I have an instance currently experiencing the issue in the "northeurope" Azure region Its public IP is 13.94.94.43 The replica inconsistency can for example be seen when looping over: curl -Iv http://olcentgbl.trafficmanager.net/centos/7/updates/x86_64/repodata/filelists.sqlite.bz2
This hostname resolves alternately to two different IPs, which return different set of results:
Connected to olcentgbl.trafficmanager.net (168.63.67.169) port 80 (#0) Last-Modified: Tue, 24 Jan 2023 07:56:39 GMT Content-Length: 11114858
Connected to olcentgbl.trafficmanager.net (20.54.32.85) port 80 (#0) Last-Modified: Tue, 24 Jan 2023 08:03:29 GMT Content-Length: 11115537
Let me know if I can be of further help, of course
Thank you @pbertin !
Using this info, I was able to determine that your system was hitting one of our older nodes and one of our newer nodes.
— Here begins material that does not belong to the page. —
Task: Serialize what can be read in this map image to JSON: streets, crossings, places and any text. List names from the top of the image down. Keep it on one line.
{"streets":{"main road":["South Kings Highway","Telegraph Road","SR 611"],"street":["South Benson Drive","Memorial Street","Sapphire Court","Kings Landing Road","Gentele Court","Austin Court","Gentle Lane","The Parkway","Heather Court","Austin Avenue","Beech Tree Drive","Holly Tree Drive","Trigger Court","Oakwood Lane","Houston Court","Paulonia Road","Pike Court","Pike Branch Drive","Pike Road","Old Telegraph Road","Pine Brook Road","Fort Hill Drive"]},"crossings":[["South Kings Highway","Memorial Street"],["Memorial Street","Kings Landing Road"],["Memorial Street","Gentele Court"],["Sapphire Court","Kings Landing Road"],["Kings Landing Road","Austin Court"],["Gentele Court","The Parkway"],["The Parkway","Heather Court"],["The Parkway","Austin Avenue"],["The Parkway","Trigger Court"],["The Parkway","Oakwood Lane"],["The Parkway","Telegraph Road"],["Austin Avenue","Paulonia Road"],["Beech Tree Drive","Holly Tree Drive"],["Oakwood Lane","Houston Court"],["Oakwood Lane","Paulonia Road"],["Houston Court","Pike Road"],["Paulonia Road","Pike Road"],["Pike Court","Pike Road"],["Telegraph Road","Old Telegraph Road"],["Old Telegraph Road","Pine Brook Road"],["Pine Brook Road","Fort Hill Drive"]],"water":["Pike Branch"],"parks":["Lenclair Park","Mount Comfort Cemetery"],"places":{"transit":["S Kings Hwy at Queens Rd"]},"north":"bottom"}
As a little background, our load balancers are nested into two tiers: global and regional.
We've been adding new nodes to our repos and the 1st tier was not maintaining Client IP persistence between the regional load balancer for the old nodes and the regional load balancer for the new nodes. Since both old and new nodes were in the same region, the 1st tier would return each of them in a round-robin fashion.
This should be fixed now and the global tier load balancer should no longer return differing repo nodes upon subsequent connections.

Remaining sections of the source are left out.